Michael Strong argues for The Missing Institution:
Teaching is fundamentally a performance art — real time interactions in chaotic and complex human situations. There are no institutions in our society that provide for an environment in which master practitioners of this performance art systematically transfer their expertise.
Instead, academic departments of education have an effective monopoly on teacher training. In order to become a professor of education one must complete a Ph.D. and publish a series of research articles. The ability to produce academic research articles is not related to the ability to practice a pedagogical performance art. The analogy that I find compelling is musicianship — while there is nothing wrong with the academic study of music, one would never imagine that academic courses taught by music scholars provide the optimal path to becoming a performing artist. We don’t require Placido Domingo or Adele to take courses taught by music Ph.D.s in order to perform. There is no reason to believe that there is any correlation between being able to ace an exam on music theory and being a dazzling vocalist. Why should we imagine that such a correlation exists in education?
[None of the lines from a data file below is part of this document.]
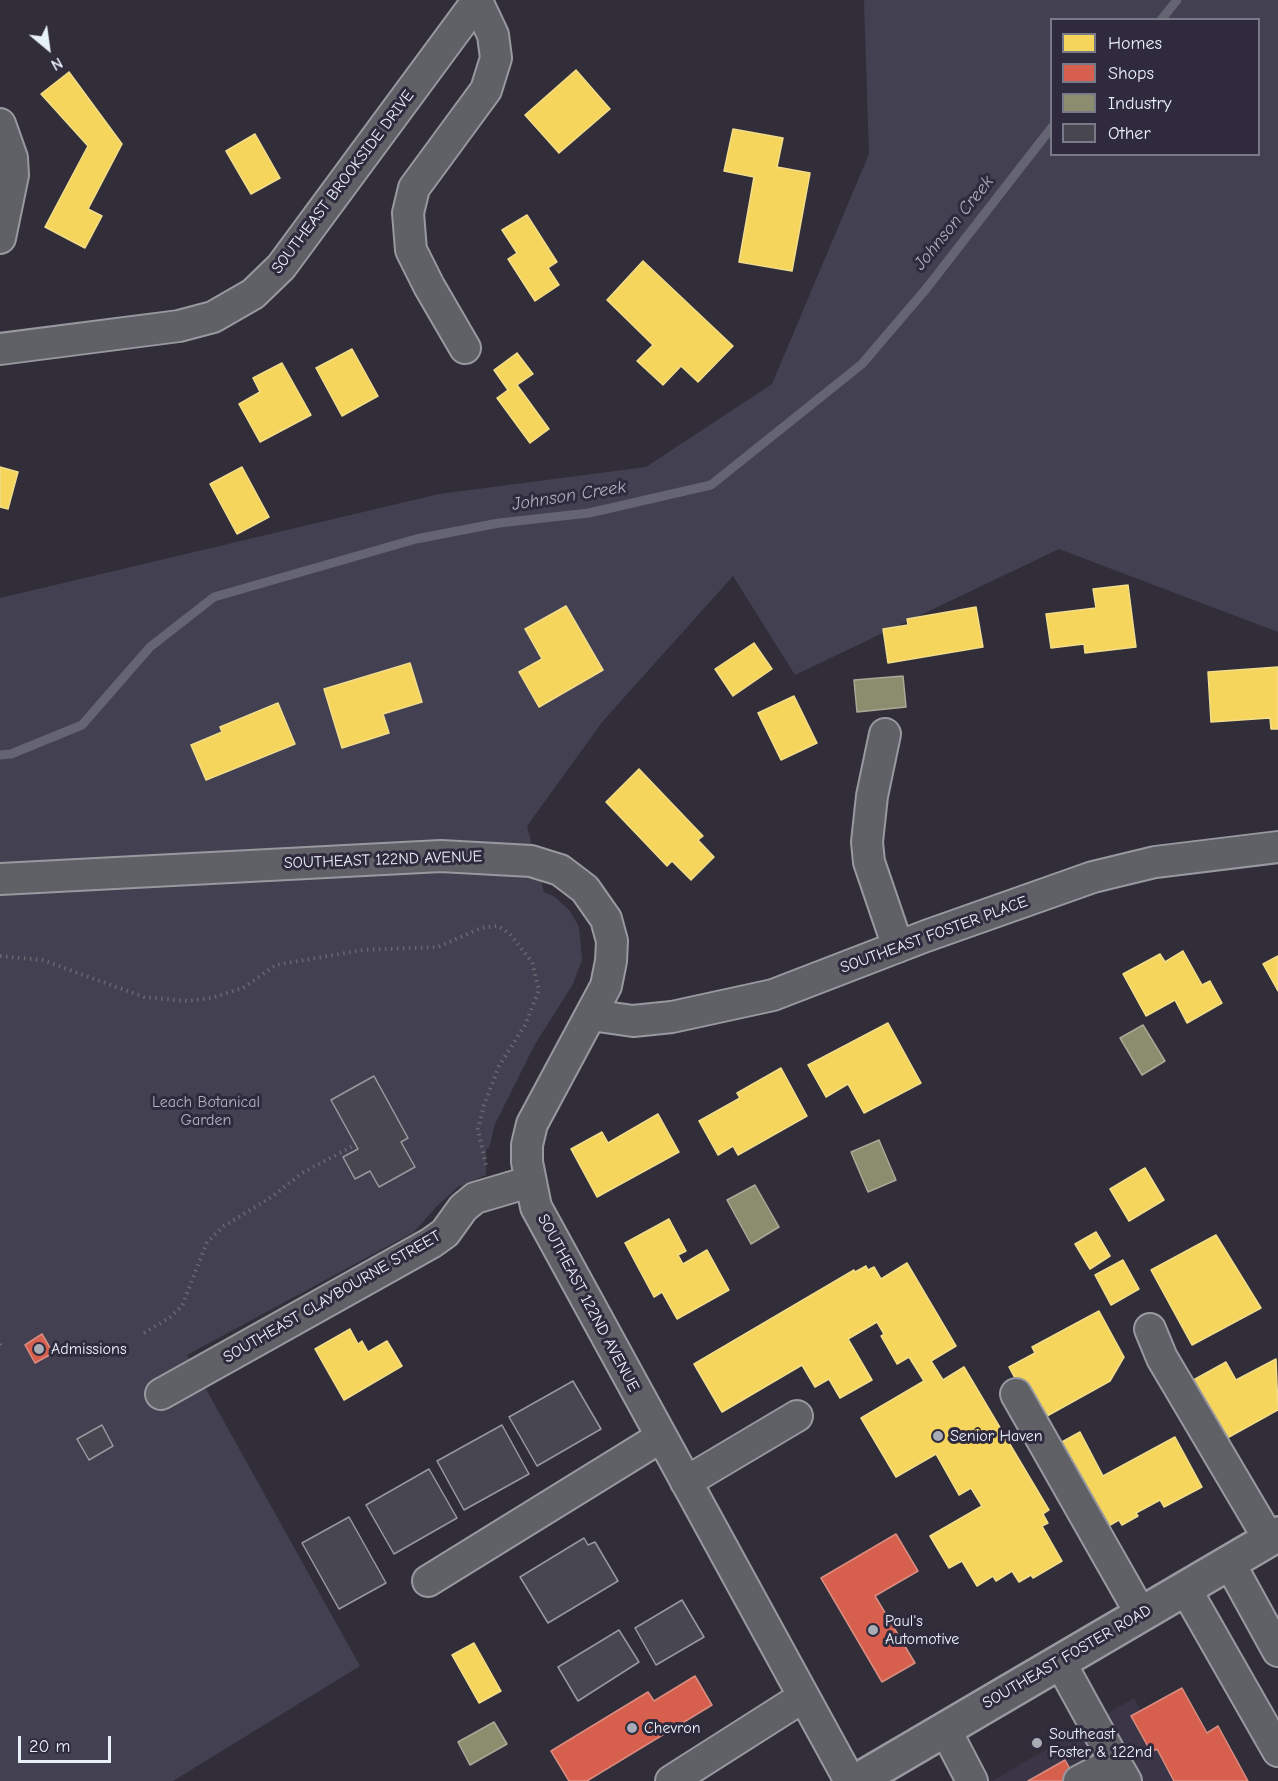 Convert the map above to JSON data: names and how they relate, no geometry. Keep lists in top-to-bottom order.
{
  "streets": {
    "main road": ["SOUTHEAST FOSTER ROAD"],
    "street": [
      "SOUTHEAST BROOKSIDE DRIVE",
      "SOUTHEAST 122ND AVENUE",
      "SOUTHEAST FOSTER PLACE",
      "SOUTHEAST CLAYBOURNE STREET"
    ]
  },
  "crossings": [
    ["SOUTHEAST 122ND AVENUE", "SOUTHEAST FOSTER PLACE"],
    ["SOUTHEAST 122ND AVENUE", "SOUTHEAST CLAYBOURNE STREET"]
  ],
  "water": ["Johnson Creek"],
  "parks": ["Leach Botanical Garden"],
  "places": [
    "Admissions",
    "Senior Haven",
    "Paul's Automotive",
    "Chevron",
    "Southeast Foster & 122nd"
  ],
  "legend": [
    "Homes",
    "Shops",
    "Industry",
    "Other"
  ],
  "scale_bar": "20 m",
  "north": "bottom right"
} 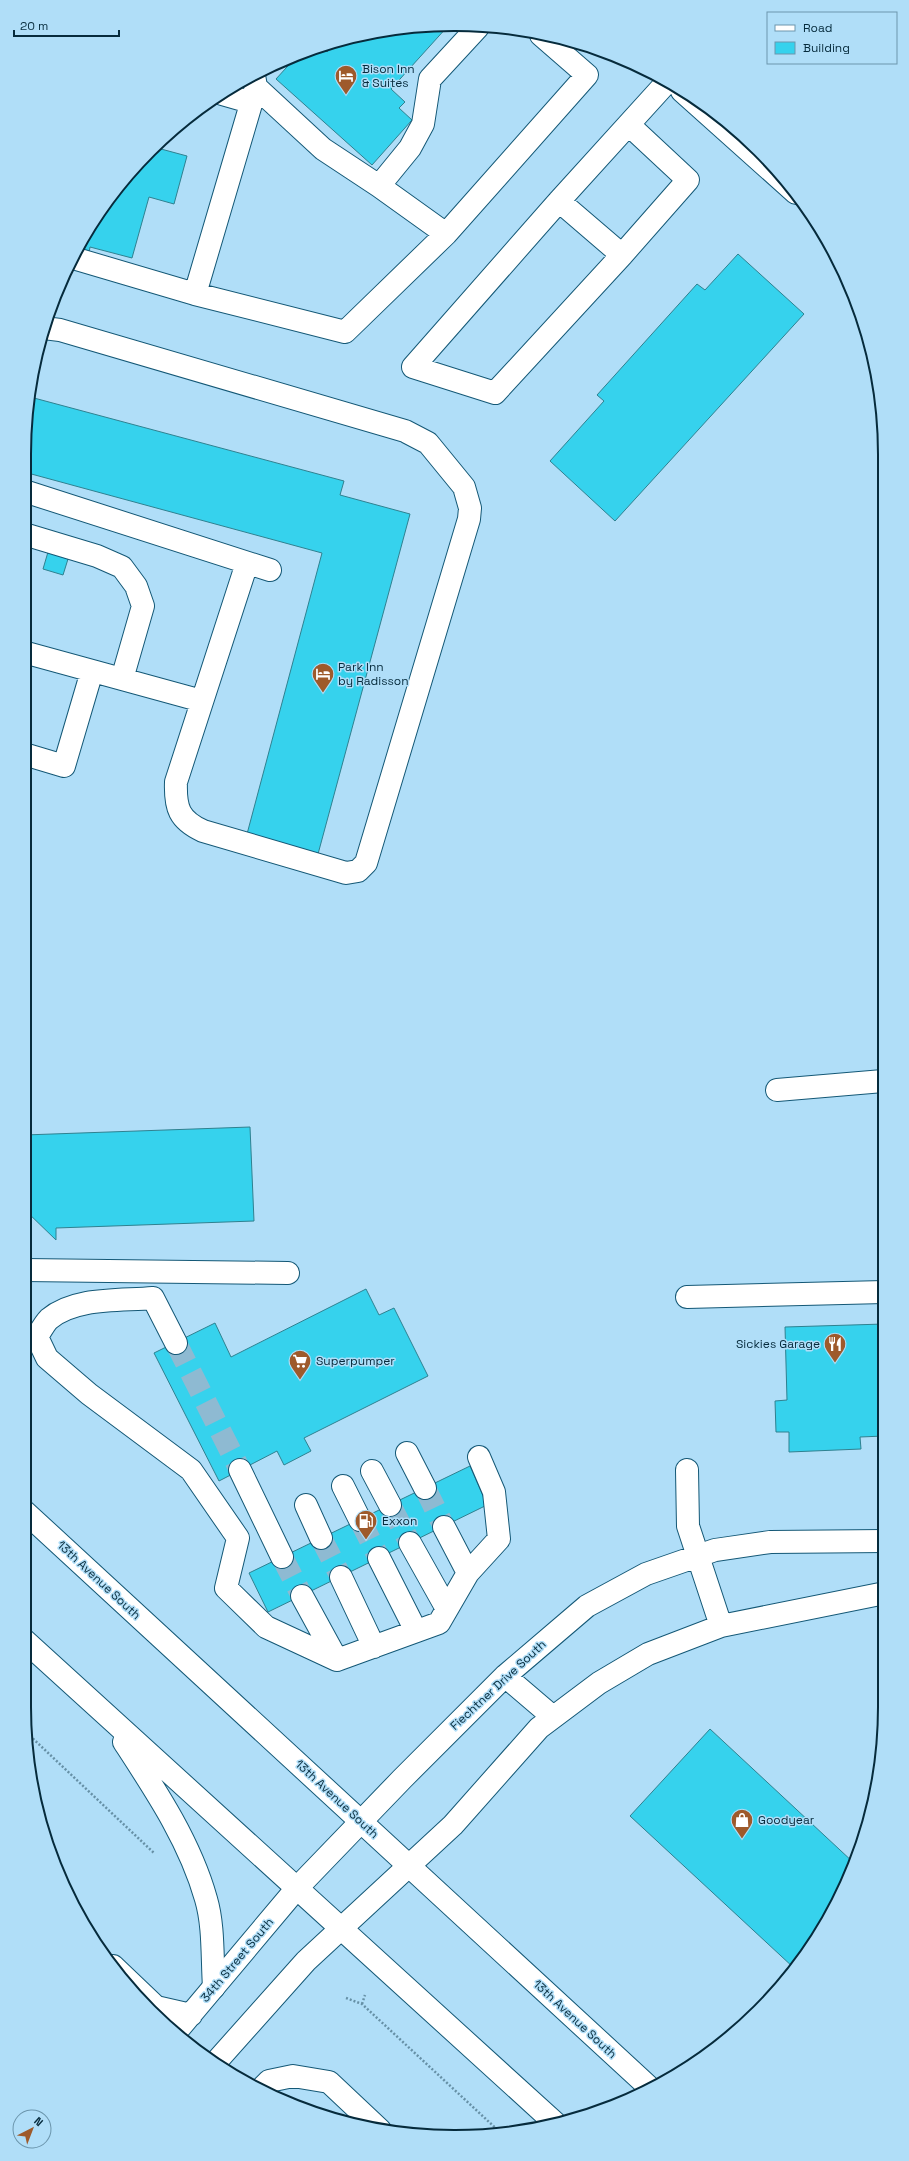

There are brief student-teaching assignments at the end of many teacher credentialing programs, but they are the lost stepchild of an education department — one doesn’t climb the academic career ladder for creating a better student teacher program. Moreover, even these programs are designed and controlled by education professors rather than by virtuoso teachers.
Imagine, instead, if Escalante had been a great martial arts teacher. He might have established his own school. Students from around the world would have flocked to learn directly from him. Gradually, some of his best students would open up their own schools. They would prominently display their lineage, the fact that they had studied directly with Escalante. People who were interested in becoming serious about a particular martial arts form would ask around to discover who were the best teachers. Those schools could charge a premium. Sometimes such schools would trace their lineage back through several generations of great teachers.
I describe the fact that there is no Escalante School of Mathematics Teaching as “The Missing Institution.” In the absence of government and academic domination of education for the past century, we would have seen the creation of many such training centers founded by brilliant educators, each designed to transmit their artistry.
Indeed, the Montessori and Waldorf educational systems were each designed by inspired educators; their work has existed outside of the system for nearly a century, despite considerable hostility from the establishment. Both have their own teacher training and school accreditation systems. This demonstrates that distinctive pedagogies spontaneously generate distinctive teacher training systems when they are able to do so. “The Missing Institution” is not missing in the case of Montessori and Waldorf (though in each case the training institutions are imperfect and financially precarious).